» Work item
Nothing but the lines from the one containing "Task: What data" to the end of the records below should be output, each exactly as written.

····················

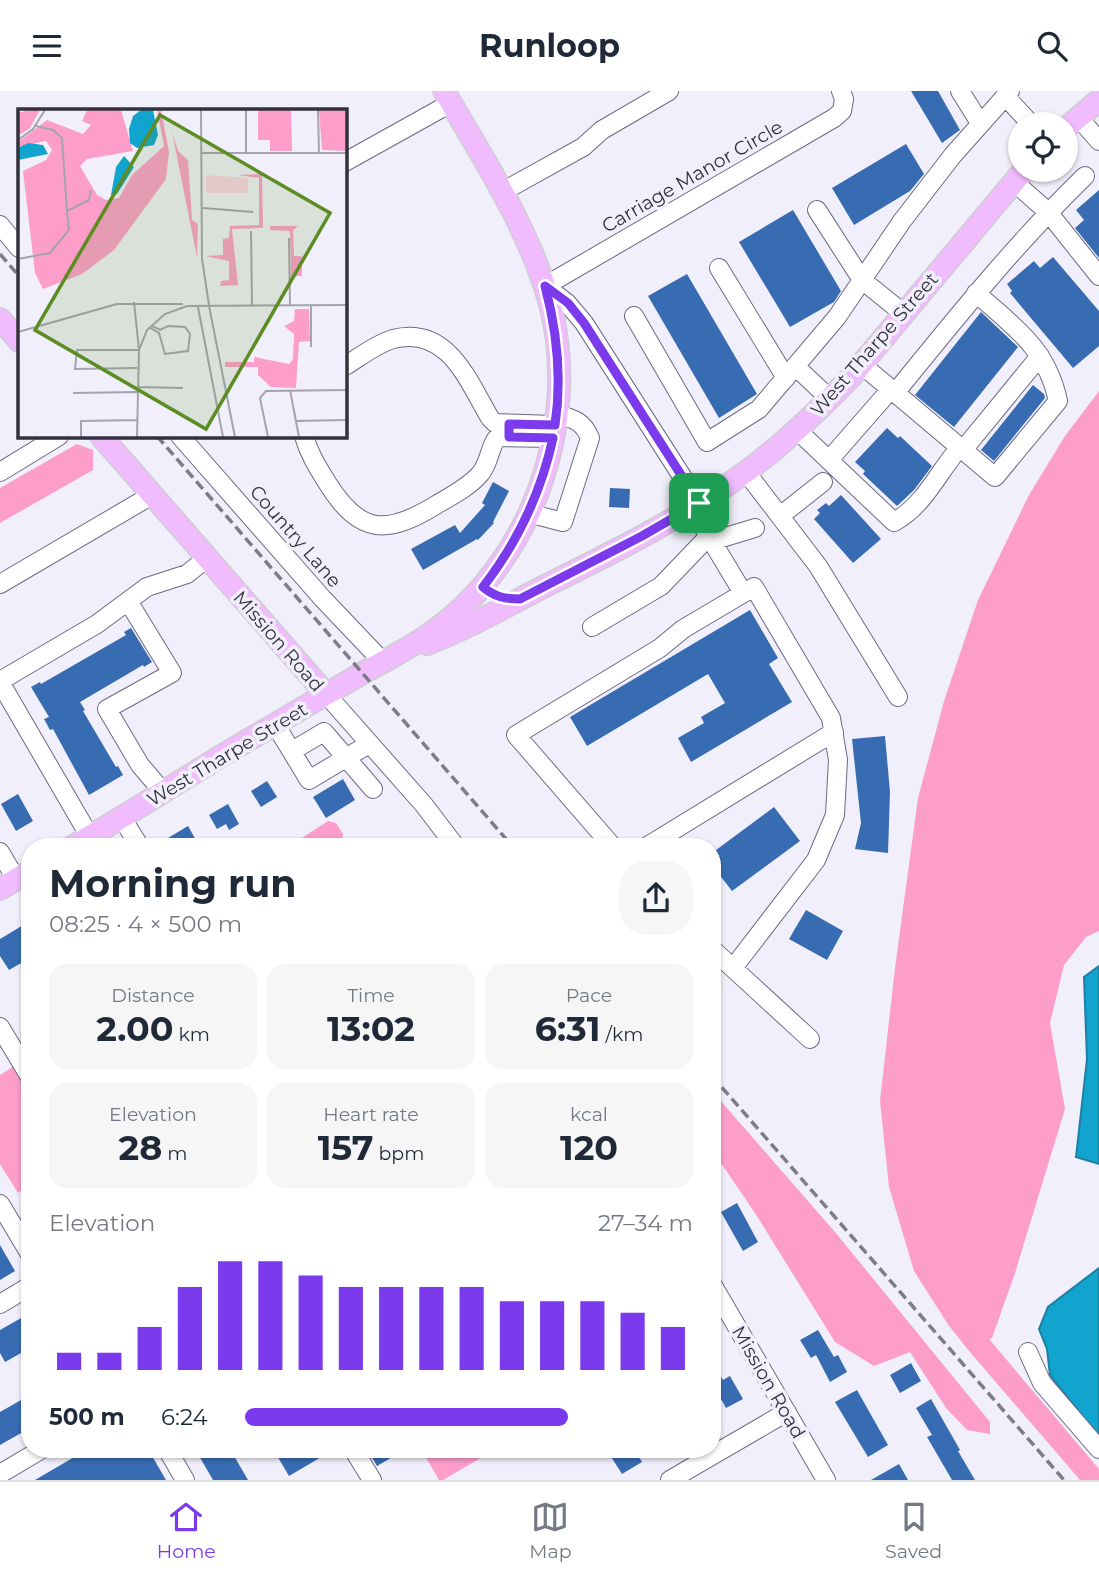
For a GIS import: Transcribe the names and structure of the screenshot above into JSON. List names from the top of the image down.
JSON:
{
  "streets": {
    "main road": ["West Tharpe Street", "Mission Road"],
    "street": ["Carriage Manor Circle", "Country Lane"]
  },
  "crossings": [
    ["West Tharpe Street", "Country Lane"],
    ["West Tharpe Street", "Mission Road"]
  ],
  "page": {
    "header": "Runloop",
    "heading": ["Morning run", "08:25 · 4 × 500 m"],
    "stats": [
      ["Distance", "2.00 km"],
      ["Time", "13:02"],
      ["Pace", "6:31 /km"],
      ["Elevation", "28 m"],
      ["Heart rate", "157 bpm"],
      ["kcal", "120"]
    ],
    "chart": ["Elevation", "27–34 m"],
    "list": [
      {
        "name": "500 m",
        "note": "6:24"
      }
    ],
    "tabs": ["Home", "Map", "Saved"]
  }
}
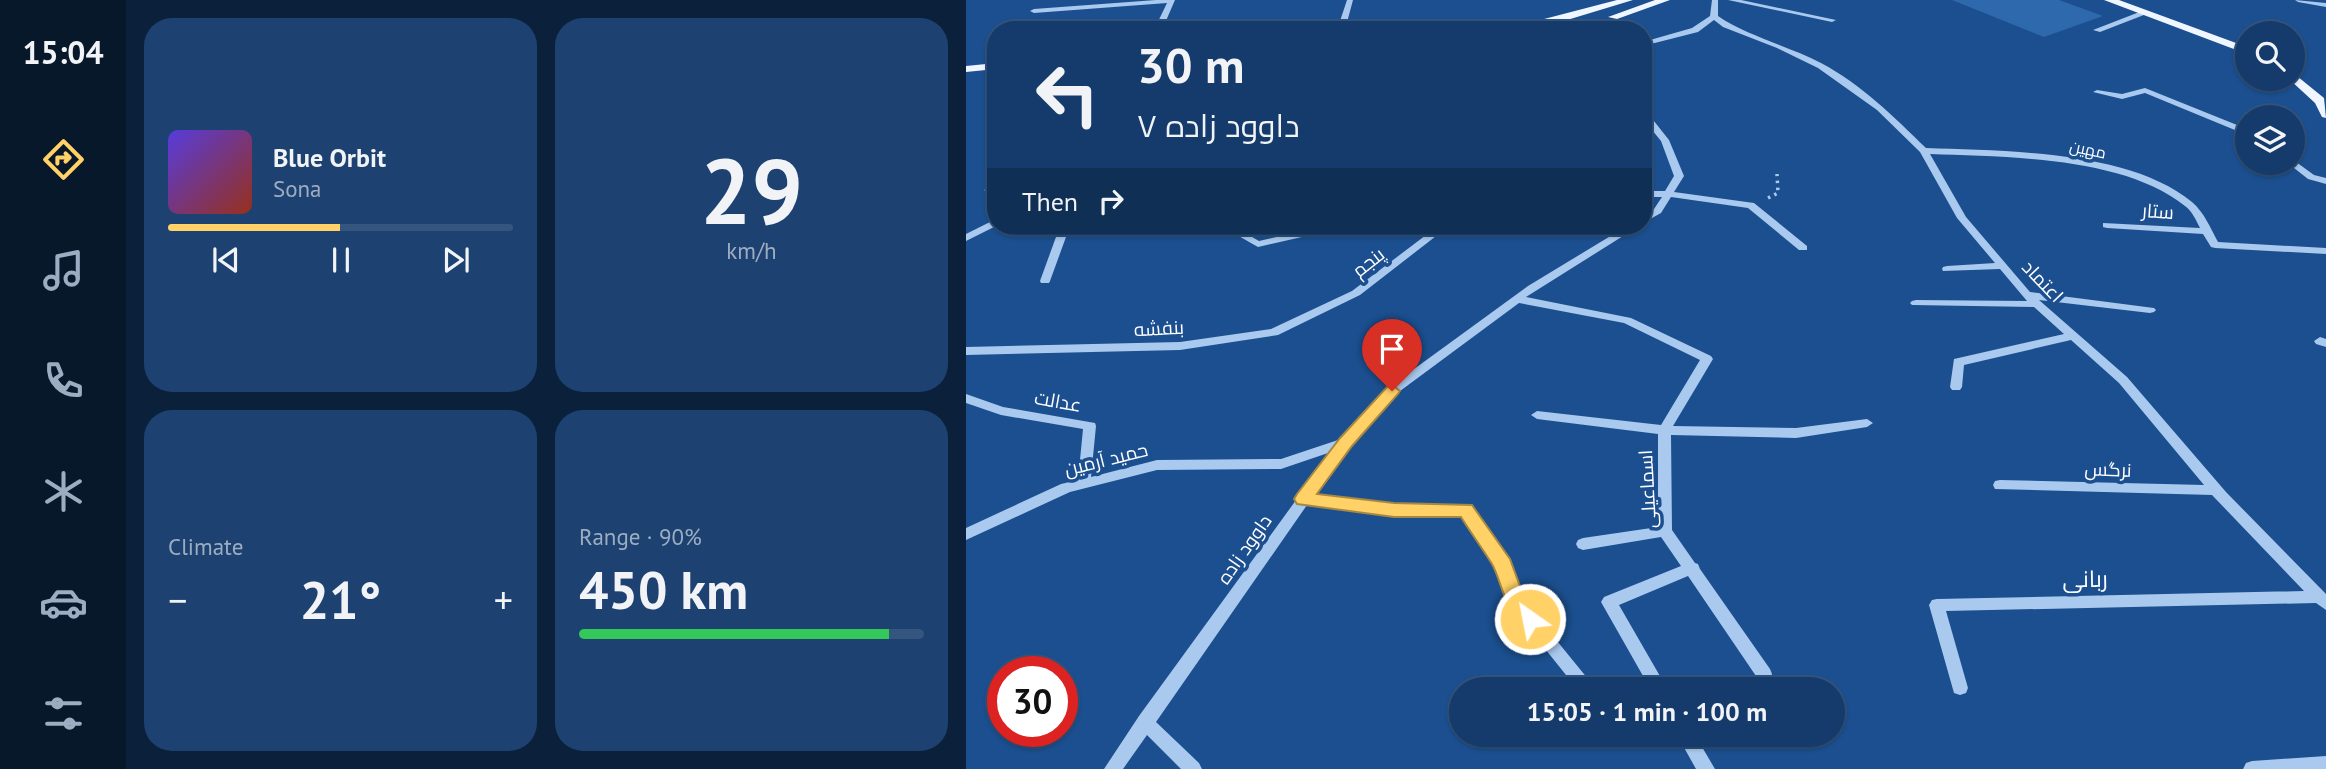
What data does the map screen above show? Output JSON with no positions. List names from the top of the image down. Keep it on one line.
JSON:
{"streets":{"street":["مهین","ستار","پنجم","اعتماد","بنفشه","عدالت","حمید آرمین","نرگس","اسماعیلی","داوود زاده","ربانی"]},"crossings":[["مهین","ستار"],["مهین","اعتماد"],["پنجم","بنفشه"],["اعتماد","نرگس"],["اعتماد","ربانی"],["عدالت","حمید آرمین"],["حمید آرمین","داوود زاده"],["اسماعیلی","داوود زاده"]],"page":{"tabs":"15:04","tile":[["29","km/h"],"Climate",["Range · 90%","450 km"]],"turn":["30 m","داوود زاده ۷"],"song":["Blue Orbit","Sona"],"then":"Then","heat":["−","21°","+"],"limit":"30","trip":"15:05 · 1 min · 100 m"}}
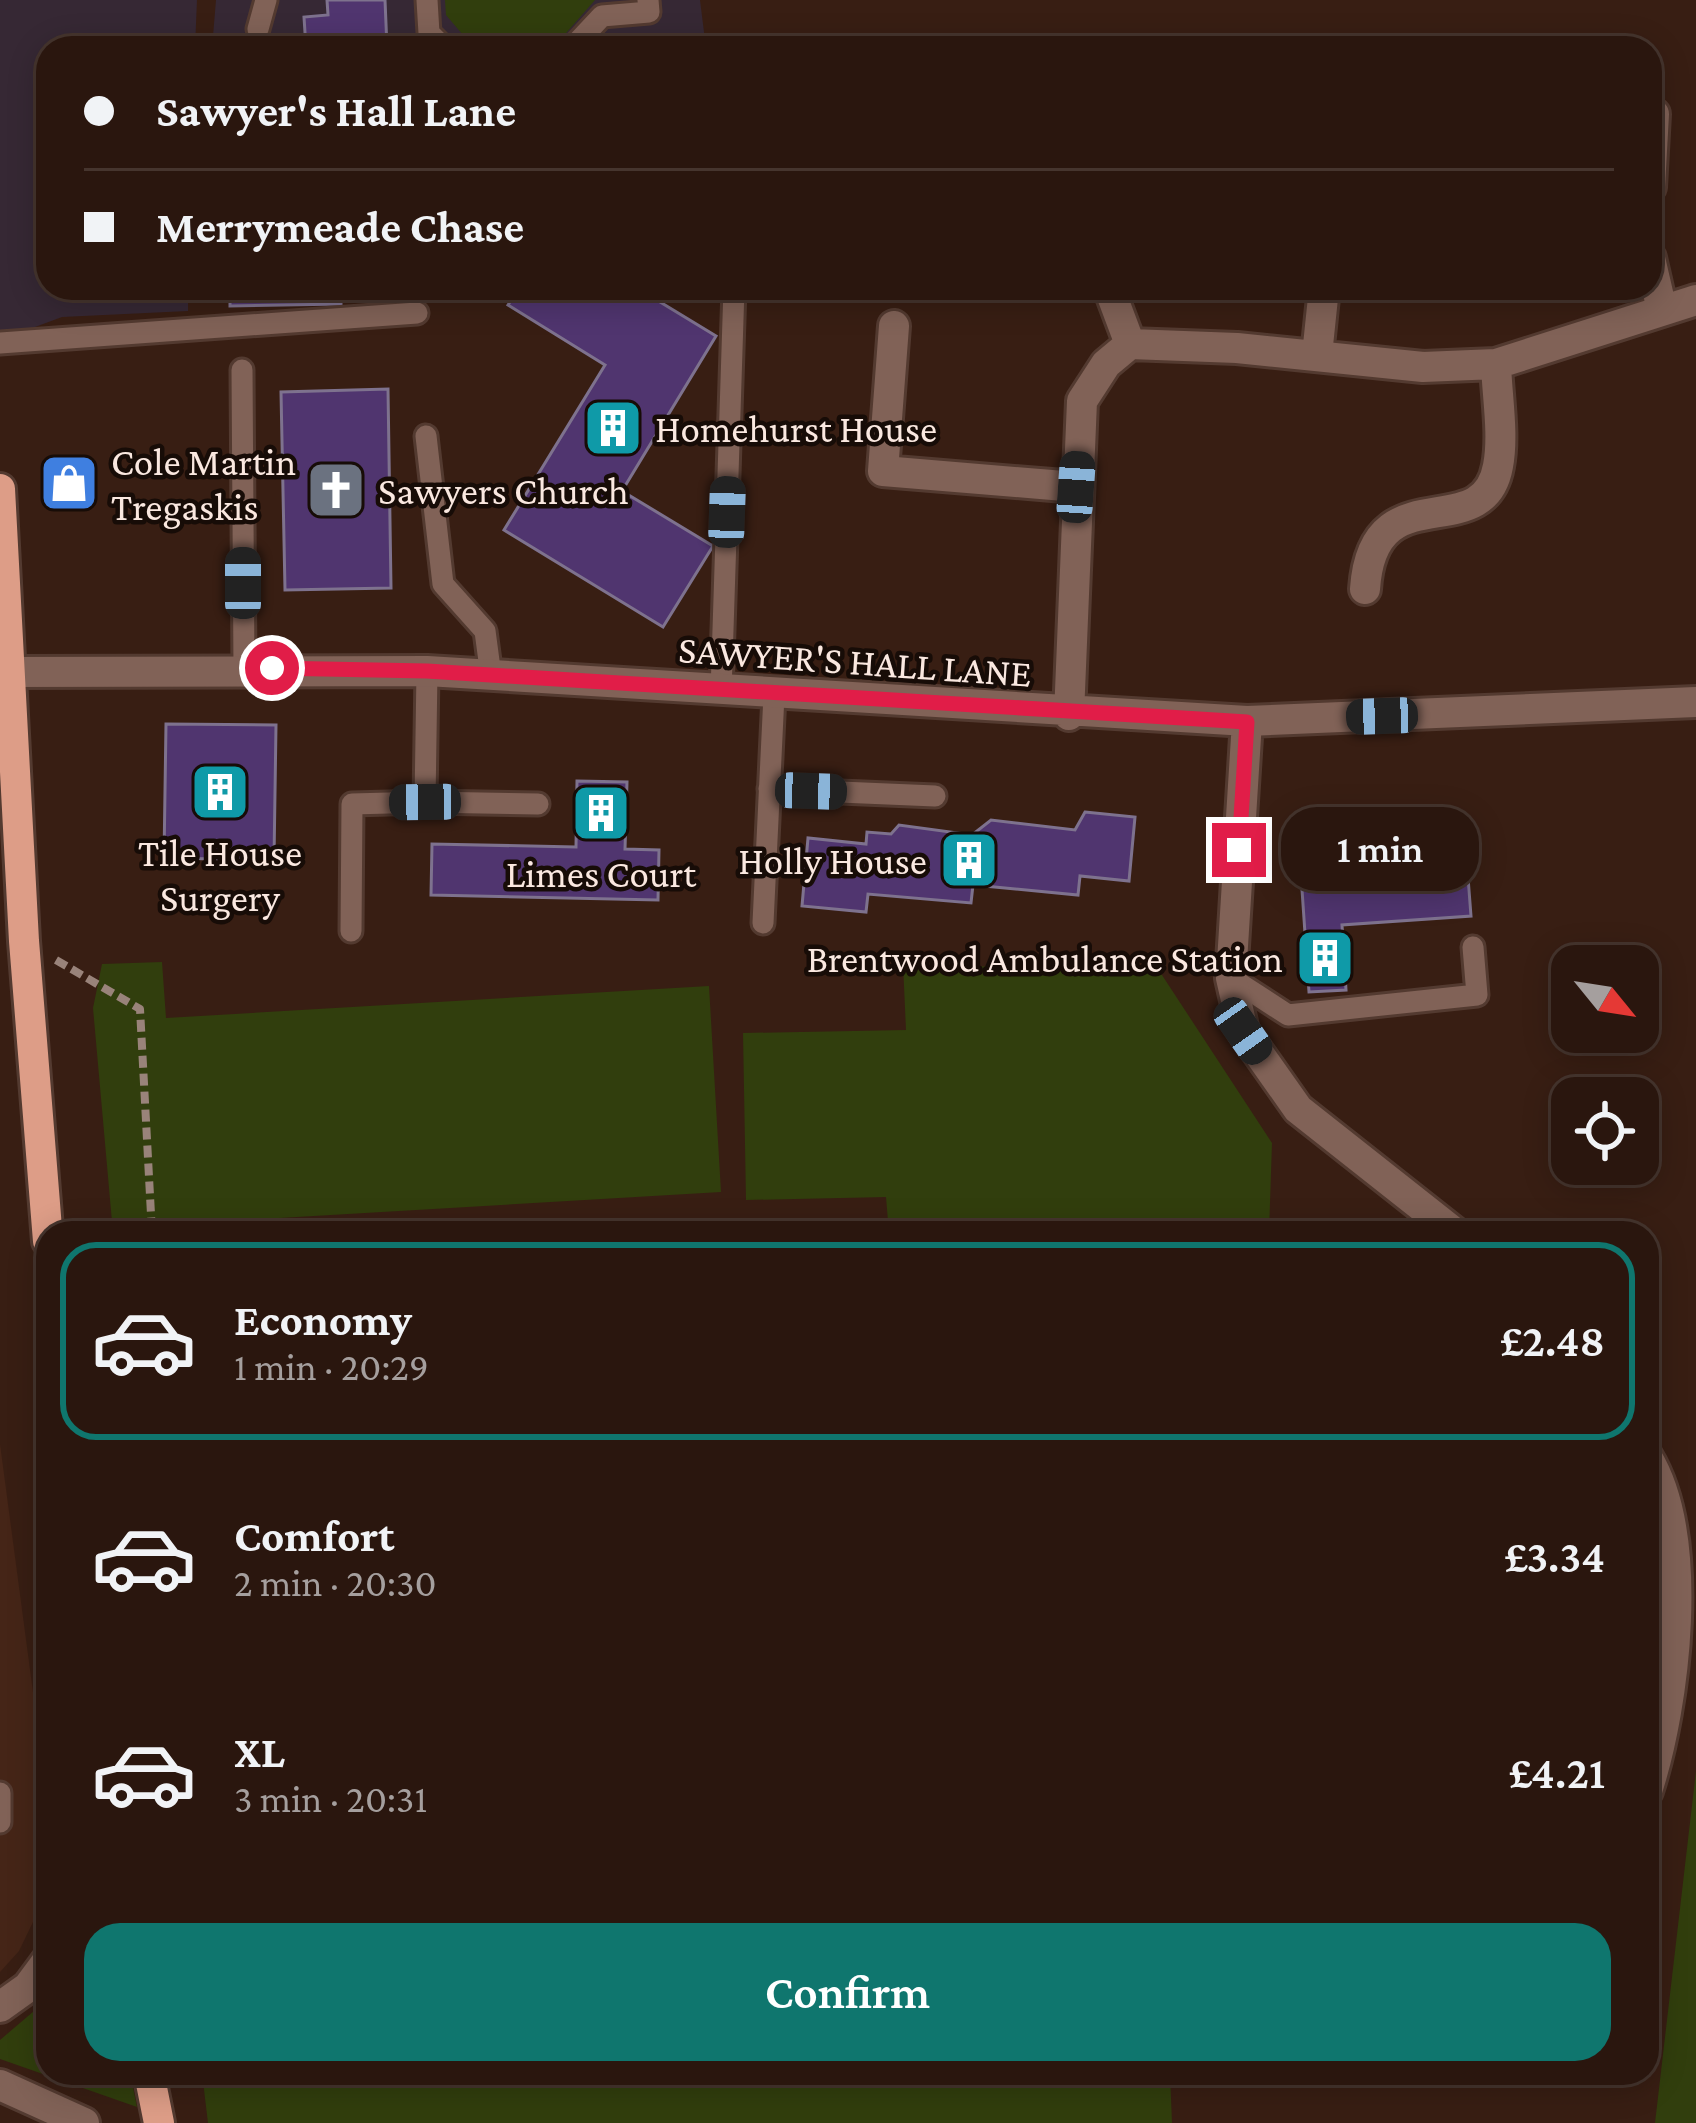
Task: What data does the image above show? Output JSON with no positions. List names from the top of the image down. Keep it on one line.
{"streets":{"street":["SAWYER'S HALL LANE"]},"places":{"building":["Homehurst House","Tile House Surgery","Limes Court","Holly House","Brentwood Ambulance Station"],"shop":["Cole Martin Tregaskis"],"church":["Sawyers Church"]},"north":"bottom right","page":{"banner":["Sawyer's Hall Lane","Merrymeade Chase"],"bubble":"1 min","list":[{"name":"Economy","note":"1 min · 20:29","value":"£2.48"},{"name":"Comfort","note":"2 min · 20:30","value":"£3.34"},{"name":"XL","note":"3 min · 20:31","value":"£4.21"}],"buttons":"Confirm"}}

····················

» Result for this exercise
Task: What data does the image above show? Output JSON with no positions. List names from the top of the image down. Keep it on one line.
{"streets":{"street":["SAWYER'S HALL LANE"]},"places":{"building":["Homehurst House","Tile House Surgery","Limes Court","Holly House","Brentwood Ambulance Station"],"shop":["Cole Martin Tregaskis"],"church":["Sawyers Church"]},"north":"bottom right","page":{"banner":["Sawyer's Hall Lane","Merrymeade Chase"],"bubble":"1 min","list":[{"name":"Economy","note":"1 min · 20:29","value":"£2.48"},{"name":"Comfort","note":"2 min · 20:30","value":"£3.34"},{"name":"XL","note":"3 min · 20:31","value":"£4.21"}],"buttons":"Confirm"}}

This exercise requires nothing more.